If Smith is found guilty of the felony in federal court, he is ineligible to serve in the Legislature until after completing his punishment.
* Meanwhile, the Legislative Research Unit has found three other cases of House members facing punishment by their own chamber…
- Rep. Frank Comerford, D-Chicago, wasn’t accused of corrupt activities. What got him in hot water was claiming that other lawmakers were corrupt.
After alleging “wholesale corruption” at the Statehouse in 1905, Comerford couldn’t back his claims and was expelled from the House because he “besmirched the good name and reputation of this General Assembly.” He was then elected to fill the vacancy created by his expulsion and returned to the House less than two months after leaving.

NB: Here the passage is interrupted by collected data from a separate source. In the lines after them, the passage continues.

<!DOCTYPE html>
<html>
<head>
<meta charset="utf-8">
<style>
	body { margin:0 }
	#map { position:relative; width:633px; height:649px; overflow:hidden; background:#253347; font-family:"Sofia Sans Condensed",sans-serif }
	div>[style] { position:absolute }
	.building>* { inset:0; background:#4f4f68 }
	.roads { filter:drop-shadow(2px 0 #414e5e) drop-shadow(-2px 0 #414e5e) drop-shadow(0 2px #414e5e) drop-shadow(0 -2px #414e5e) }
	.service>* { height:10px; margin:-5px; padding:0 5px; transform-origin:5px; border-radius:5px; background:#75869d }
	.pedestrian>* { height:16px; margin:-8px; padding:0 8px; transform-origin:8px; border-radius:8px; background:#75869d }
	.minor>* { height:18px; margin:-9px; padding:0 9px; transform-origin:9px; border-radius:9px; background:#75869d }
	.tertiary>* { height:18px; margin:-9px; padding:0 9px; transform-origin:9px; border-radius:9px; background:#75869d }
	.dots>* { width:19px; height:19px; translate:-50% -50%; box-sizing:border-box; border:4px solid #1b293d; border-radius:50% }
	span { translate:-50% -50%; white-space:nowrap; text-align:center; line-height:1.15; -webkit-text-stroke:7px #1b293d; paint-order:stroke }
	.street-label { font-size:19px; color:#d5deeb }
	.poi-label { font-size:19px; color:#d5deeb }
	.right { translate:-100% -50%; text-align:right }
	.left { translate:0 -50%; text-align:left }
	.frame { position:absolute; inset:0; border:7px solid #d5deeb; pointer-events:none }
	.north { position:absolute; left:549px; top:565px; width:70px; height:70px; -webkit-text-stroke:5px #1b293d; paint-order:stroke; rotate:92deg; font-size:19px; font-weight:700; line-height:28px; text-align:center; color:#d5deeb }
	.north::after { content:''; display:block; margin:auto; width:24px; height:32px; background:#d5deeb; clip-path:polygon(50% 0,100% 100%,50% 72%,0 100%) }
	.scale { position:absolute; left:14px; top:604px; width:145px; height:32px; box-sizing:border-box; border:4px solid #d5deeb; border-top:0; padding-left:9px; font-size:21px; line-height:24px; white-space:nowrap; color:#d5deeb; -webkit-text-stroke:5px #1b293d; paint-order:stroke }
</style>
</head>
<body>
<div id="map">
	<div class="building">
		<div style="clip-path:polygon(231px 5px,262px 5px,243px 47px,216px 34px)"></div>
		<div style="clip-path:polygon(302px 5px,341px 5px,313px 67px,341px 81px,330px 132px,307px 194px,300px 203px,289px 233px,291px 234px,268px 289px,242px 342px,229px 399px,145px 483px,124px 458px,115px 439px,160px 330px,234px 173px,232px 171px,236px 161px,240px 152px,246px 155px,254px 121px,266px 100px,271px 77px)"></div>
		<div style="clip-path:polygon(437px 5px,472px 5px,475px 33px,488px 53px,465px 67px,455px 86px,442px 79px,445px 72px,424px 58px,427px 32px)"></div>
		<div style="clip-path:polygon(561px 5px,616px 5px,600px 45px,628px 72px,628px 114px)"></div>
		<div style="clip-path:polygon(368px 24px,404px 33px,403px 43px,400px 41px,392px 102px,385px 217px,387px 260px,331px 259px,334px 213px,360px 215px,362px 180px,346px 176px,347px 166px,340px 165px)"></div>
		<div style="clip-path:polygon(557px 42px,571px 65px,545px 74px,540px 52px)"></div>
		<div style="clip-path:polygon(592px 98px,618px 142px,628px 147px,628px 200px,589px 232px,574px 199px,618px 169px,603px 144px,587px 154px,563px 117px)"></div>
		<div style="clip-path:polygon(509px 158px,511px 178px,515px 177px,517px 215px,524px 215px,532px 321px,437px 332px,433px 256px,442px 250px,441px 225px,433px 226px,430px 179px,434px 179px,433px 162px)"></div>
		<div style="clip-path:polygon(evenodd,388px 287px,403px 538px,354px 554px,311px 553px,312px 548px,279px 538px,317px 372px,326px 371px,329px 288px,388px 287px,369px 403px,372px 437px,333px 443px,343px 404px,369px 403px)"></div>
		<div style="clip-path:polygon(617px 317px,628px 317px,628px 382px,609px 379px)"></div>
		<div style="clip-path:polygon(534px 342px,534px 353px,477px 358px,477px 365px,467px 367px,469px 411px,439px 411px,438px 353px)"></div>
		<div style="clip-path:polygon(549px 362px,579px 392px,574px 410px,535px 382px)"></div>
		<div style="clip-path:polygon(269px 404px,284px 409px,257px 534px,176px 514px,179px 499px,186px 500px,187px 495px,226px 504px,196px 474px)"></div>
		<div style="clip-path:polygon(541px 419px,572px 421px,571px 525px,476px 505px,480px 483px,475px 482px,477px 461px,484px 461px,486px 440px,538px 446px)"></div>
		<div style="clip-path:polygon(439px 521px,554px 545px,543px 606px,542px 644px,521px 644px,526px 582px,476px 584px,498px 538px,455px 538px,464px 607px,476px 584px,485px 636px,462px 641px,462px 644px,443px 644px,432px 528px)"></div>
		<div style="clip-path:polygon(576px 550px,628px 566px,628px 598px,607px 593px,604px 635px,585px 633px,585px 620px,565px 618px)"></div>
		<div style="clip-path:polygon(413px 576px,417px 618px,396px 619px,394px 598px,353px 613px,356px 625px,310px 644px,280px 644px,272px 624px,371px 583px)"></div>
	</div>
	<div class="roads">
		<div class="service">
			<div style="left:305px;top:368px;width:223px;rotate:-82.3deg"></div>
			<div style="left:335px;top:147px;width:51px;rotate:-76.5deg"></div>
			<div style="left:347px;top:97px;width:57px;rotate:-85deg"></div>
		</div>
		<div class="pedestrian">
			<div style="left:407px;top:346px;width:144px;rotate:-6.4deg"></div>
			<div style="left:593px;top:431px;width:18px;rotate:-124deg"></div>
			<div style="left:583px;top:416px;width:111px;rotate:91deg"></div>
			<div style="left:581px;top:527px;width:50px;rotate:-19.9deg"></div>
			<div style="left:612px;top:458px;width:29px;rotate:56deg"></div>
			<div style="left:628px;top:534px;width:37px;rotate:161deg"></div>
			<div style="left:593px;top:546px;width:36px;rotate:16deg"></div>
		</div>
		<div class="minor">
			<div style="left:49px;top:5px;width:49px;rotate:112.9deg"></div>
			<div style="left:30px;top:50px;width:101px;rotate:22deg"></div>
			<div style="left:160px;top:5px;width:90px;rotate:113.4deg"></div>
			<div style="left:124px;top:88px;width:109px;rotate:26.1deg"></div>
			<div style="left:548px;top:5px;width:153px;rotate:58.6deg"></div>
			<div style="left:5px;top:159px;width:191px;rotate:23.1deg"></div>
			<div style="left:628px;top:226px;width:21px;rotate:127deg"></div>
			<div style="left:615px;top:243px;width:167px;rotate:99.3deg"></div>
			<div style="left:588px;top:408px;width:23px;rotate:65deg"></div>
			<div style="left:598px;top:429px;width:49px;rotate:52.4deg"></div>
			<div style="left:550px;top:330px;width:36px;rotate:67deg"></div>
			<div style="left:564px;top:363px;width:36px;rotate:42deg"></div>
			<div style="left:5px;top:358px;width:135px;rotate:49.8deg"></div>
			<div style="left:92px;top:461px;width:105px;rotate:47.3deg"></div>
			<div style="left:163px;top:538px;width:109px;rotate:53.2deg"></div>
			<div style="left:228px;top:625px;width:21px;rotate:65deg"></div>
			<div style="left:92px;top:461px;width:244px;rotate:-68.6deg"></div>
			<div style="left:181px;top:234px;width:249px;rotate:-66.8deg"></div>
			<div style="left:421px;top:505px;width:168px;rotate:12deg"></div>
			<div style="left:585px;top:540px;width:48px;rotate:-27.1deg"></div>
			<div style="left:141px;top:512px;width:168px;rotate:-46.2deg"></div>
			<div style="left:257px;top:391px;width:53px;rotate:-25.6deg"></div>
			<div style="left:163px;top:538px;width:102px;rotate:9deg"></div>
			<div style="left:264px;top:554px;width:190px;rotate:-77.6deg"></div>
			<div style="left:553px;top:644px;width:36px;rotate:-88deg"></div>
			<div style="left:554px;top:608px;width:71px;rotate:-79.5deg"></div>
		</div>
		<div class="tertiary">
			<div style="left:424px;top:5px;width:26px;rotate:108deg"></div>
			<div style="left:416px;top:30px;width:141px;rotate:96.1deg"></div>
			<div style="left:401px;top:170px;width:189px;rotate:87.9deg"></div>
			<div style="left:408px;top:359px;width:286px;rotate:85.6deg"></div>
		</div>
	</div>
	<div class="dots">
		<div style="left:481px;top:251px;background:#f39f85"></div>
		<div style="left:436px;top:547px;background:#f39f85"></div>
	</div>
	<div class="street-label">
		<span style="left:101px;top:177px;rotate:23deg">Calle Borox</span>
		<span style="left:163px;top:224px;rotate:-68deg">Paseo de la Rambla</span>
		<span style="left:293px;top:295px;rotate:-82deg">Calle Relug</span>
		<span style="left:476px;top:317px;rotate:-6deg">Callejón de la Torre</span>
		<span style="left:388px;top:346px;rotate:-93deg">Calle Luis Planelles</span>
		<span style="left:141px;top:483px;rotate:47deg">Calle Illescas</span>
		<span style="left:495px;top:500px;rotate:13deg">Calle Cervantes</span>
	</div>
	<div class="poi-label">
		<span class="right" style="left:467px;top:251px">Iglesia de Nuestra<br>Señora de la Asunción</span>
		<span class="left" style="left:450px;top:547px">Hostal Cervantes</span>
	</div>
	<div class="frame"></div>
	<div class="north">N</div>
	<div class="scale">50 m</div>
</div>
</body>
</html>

- In 1935, Republican Reps. Richard J. Lyons and Lottie Holman O’Neill, from Lake County and DuPage County, filed a resolution criticizing President Franklin Roosevelt and Gov. Henry Horner, both Democrats. The next day, a fellow legislator introduced a resolution saying Lyons and O’Neill were unworthy of membership in the House. Lyons publicly apologized, the critical resolution was erased from the records and no further action was taken on the resolution saying the two weren’t fit for the House.
- House Majority Leader Gerald Shea, a Cook County Democrat, was accused in 1976 of violating ethics laws by serving as an attorney for the Illinois State Medical Society and simultaneously introducing malpractice legislation that could affect the society. Shea was exonerated 153-7.